Crisi Mastini: le reazioni di tifosi, addetti e giocatori
Ruberti (Gioventù giallonera), Borghi (settore giovanile) e Salvatore Sorrenti si interrogano sul futuro della squadra
Sorpresa, delusione, sconforto. Ma anche la volontà di non darsi per vinti. Questi i sentimenti dominanti dopo la notizia del disimpegno della famiglia Colombo dal mondo dell’hockey varesino. Una notizia che era stata in parte ipotizzata ma che ha riguardato a sorpresa anche la gestione del palaghiaccio, spiazzando così lo stesso Comune ed accentuando le difficoltà per chi eventualmente volesse subentrare ai Colombo nel club di hockey.

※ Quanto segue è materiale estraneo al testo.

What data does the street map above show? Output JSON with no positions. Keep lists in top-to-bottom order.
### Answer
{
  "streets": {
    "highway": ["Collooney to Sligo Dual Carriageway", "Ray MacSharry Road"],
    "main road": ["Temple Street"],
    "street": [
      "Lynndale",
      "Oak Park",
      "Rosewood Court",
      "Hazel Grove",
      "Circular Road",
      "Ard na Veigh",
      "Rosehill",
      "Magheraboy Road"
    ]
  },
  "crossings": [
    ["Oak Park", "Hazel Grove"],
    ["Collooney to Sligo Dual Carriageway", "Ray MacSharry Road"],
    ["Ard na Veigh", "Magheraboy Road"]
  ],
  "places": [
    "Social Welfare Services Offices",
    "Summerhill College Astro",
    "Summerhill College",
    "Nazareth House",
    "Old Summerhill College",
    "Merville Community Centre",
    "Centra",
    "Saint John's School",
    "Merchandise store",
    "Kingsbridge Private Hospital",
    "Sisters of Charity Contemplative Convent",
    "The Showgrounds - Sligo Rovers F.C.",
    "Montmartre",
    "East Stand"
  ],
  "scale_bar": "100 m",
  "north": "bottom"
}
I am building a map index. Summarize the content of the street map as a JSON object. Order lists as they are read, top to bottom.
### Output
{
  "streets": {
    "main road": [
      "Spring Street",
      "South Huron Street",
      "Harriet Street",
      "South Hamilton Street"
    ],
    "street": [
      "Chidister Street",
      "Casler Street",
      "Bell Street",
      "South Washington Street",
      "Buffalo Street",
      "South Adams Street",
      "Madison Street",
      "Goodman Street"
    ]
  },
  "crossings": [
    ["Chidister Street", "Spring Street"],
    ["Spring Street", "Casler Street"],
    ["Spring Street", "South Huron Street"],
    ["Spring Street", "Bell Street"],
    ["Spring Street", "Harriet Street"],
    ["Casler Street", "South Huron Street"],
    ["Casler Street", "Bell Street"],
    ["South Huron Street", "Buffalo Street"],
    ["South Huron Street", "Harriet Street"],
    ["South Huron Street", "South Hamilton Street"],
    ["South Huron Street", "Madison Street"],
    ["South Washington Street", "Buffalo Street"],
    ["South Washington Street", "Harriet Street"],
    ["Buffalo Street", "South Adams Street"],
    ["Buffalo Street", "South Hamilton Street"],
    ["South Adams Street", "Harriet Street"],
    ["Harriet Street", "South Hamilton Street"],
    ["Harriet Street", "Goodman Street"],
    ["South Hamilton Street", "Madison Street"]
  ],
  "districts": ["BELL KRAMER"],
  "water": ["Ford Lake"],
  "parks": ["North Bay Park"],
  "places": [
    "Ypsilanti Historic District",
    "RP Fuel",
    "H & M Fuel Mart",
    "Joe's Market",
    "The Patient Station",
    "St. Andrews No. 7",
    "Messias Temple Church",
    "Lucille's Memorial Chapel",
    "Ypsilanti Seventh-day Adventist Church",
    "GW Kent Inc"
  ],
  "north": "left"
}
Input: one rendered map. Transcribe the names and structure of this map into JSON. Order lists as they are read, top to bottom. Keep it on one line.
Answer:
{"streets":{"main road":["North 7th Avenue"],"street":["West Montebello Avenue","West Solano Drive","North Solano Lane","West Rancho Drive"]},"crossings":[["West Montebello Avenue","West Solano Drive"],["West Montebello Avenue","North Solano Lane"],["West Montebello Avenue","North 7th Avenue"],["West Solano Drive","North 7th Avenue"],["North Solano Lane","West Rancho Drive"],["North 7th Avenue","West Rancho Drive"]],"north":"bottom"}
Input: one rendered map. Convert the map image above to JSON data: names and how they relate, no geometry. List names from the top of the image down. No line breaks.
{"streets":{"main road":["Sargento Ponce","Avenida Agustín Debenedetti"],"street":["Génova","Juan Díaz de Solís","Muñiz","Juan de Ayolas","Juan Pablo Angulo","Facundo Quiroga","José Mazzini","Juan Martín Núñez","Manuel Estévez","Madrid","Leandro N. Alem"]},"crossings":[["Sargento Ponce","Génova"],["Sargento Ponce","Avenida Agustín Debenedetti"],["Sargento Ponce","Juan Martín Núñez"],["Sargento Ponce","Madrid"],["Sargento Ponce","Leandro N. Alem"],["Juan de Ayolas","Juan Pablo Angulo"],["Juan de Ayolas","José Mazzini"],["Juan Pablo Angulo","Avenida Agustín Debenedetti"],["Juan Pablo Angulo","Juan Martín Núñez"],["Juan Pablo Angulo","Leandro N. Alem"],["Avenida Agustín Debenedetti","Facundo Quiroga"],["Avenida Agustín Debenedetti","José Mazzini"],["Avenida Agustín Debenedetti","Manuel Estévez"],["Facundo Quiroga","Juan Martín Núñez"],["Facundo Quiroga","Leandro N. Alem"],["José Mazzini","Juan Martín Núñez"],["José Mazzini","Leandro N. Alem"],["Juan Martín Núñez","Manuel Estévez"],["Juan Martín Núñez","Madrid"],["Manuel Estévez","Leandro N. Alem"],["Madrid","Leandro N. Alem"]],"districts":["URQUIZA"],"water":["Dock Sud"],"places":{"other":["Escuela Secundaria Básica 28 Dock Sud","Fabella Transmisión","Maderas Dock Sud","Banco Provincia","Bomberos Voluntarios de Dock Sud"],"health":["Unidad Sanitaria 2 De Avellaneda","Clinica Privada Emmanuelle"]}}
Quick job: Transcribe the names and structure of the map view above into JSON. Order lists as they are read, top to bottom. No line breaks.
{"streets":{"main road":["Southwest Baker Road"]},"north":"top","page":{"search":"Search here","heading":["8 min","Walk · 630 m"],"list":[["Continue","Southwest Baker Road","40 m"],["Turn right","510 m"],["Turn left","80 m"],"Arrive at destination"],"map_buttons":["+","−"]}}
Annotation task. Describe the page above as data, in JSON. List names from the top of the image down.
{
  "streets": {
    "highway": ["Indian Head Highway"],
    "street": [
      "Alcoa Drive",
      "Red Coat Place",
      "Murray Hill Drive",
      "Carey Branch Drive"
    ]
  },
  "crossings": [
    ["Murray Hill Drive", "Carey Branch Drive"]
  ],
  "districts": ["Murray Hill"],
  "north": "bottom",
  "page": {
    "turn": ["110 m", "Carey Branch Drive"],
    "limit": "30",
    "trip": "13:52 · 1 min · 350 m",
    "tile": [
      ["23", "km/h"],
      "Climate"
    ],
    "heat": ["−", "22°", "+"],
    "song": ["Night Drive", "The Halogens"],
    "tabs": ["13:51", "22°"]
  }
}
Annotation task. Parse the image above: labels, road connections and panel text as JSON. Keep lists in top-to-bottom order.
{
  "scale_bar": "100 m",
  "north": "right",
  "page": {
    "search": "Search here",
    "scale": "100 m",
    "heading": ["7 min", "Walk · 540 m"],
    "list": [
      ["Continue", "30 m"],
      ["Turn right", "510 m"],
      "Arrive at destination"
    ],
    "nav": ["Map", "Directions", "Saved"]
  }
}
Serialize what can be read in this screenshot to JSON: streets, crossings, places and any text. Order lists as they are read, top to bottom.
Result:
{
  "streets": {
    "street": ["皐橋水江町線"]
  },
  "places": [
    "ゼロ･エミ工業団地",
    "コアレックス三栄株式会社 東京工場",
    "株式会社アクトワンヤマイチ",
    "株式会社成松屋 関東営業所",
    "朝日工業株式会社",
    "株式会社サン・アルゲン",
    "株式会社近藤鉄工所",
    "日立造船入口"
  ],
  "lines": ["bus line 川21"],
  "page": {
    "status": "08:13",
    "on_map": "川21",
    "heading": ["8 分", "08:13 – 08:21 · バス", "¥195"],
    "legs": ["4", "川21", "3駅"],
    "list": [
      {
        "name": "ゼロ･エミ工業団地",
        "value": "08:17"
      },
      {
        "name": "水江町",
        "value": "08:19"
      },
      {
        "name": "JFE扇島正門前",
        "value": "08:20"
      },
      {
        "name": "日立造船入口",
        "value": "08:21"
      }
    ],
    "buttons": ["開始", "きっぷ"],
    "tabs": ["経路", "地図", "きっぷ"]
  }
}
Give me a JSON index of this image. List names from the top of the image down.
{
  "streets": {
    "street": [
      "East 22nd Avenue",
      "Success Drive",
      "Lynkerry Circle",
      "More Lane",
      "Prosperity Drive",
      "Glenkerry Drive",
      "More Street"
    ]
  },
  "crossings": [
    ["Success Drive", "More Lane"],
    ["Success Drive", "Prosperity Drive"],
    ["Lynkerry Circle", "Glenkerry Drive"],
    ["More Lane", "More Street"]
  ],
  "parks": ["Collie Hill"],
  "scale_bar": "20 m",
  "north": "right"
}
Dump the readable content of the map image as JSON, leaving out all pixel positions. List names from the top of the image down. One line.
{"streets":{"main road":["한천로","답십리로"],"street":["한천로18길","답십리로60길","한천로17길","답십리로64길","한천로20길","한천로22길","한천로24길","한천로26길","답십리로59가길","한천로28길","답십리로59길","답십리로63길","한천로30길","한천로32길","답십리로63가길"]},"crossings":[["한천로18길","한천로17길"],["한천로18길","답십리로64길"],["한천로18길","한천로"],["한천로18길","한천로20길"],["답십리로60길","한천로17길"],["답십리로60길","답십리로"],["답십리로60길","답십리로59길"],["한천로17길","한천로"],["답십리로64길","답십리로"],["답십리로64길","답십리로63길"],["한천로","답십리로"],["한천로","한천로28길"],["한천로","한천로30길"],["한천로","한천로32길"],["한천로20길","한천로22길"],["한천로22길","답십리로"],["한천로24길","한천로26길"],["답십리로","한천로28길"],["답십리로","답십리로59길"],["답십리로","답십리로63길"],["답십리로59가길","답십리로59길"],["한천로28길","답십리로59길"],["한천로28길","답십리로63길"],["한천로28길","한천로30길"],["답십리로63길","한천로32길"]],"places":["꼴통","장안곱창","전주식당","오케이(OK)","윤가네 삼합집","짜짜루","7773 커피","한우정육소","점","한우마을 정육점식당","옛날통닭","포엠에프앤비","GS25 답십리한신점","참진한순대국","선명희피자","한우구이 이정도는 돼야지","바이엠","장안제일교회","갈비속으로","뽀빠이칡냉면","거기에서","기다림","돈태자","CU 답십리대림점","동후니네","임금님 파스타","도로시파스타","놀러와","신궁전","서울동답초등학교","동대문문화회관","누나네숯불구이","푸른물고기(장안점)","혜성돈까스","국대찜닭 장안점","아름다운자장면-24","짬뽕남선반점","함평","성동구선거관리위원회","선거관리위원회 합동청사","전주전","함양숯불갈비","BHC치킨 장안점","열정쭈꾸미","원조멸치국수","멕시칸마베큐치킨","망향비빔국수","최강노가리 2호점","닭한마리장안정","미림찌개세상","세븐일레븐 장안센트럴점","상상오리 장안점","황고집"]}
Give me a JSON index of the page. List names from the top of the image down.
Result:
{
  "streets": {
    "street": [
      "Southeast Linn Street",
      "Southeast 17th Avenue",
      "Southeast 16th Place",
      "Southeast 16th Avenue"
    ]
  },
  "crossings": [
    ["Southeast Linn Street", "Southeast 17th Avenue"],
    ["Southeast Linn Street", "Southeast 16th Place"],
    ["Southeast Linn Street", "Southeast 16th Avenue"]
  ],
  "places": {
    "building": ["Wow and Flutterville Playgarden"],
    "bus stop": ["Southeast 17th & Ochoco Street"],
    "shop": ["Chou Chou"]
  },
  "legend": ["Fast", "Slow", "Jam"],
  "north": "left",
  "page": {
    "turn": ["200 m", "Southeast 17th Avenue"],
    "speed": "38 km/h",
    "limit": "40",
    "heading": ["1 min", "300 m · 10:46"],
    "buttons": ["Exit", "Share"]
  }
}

«Purtroppo, in quest’ultimo periodo, i sintomi di un disimpegno erano sempre più evidenti» spiega Gigi Ruberti, uno dei responsabili della "Gioventù Giallonera", lo storico club di tifosi che da oltre vent’anni segue i Mastini sulle piste italiane ed europee. «Eppure fino ad un mese fa la famiglia Colombo, per la precisione Massimiliano, era in contatto con noi: alla Gioventù (circa 130 tesserati in questa stagione ndr) era stato chiesto di dare una mano alla società per gestire il marketing e avvicinare sponsor locali. Il nostro direttivo, insieme ad altri amici, si è mosso in questa direzione ed è anche riuscito ad aprire la strada per alcuni sponsor da affiancare a Shimano. Nonostante ciò però nell’ultimo mese la società non si è più fatta sentire ed ora abbiamo appreso di questa decisione». La Gioventù Giallonera proverà comunque a trovare una via alternativa ai Colombo. «Torneremo a riunirci, per capire se sarà possibile coinvolgere qualche altro soggetto. Noi avevamo già parlato anche con alcuni giocatori per capire se erano intenzionati a restare a Varese, magari riducendo un po’ l’ingaggio. Proveremo a far fruttare questi nostri contatti per non far morire la passione per l’hockey, ma è chiaro che i tifosi da soli non possono gestire una squadra di serie A».
Chi da ieri sera non smette di fare e ricevere telefonate è anche Claudio Borghi, responsabile del settore giovanile giallonero (nella foto un allenamento), anch’egli sorpreso dal "tutti a casa" della Shimano. «Ho parlato poco prima dell’incontro in Comune con Massimiliano Colombo, e non mi aspettavo questa decisione. Ci è stato comunicato che la famiglia Colombo metterà comunque a disposizione delle giovanili una somma di denaro per proseguire nell’attività, importante ma non sufficiente a coprire i costi. Il fatto che venga ceduta anche la gestione del ghiaccio rischia però di far lievitare il budget: finora non pagavamo l’affitto del PalAlbani ma con un amministratore "esterno" probabilmente dovremo farlo». Borghi comunque vuole rassicurare ragazzi, genitori e tifosi sul fatto che Varese manterrà un’attività giovanile. «Faremo di tutto per proseguire, anche se dovremo "ricostruire" una struttura societaria: fino ad oggi infatti i dirigenti delle giovanili si occupavano solo della gestione "diretta" delle squadre, non della parte burocratica. Inizieremo stilando una previsione di bilancio, poi vedremo come organizzarci. Certo che se la decisione dei Colombo fosse arrivata un po’ prima avremmo avuto più tempo per muoverci: ora siamo costretti a fare tutto con la massima fretta».
A conferma della sorpresa generata dall’addio dei Colombo arrivano anche le parole di Salvatore Sorrenti (nella foto), uno dei giocatori varesini in forza ai Mastini. «A noi non è ancora stato comunicato nulla di ufficiale. Ci era stato detto che ieri si sarebbe tenuto un incontro tra società e Comune per parlare del palaghiaccio. Ma per quanto riguarda il nostro gruppo, di atleti varesini (Sorrenti, Silva, Merzario e Toletti), ci era anche stata comunicata la volontà di proseguire con la Serie A, pur con il nodo-palaghiaccio da risolvere. Ora non so che dire: qualche voce che circola parla di persone interessate a rilevare l’attività, ma si tratta appunto di "spifferi". Speriamo in bene, ma io finché non partirò per il ritiro e la preparazione non crederò alle ilazioni. Certo che – conclude Salvatore con amarezza – queste cose in Alto Adige non succedono. Ho giocato lì per quattro anni, ed i contratti li ho sempre firmati con mesi di anticipo. Questo a Varese non capita mai».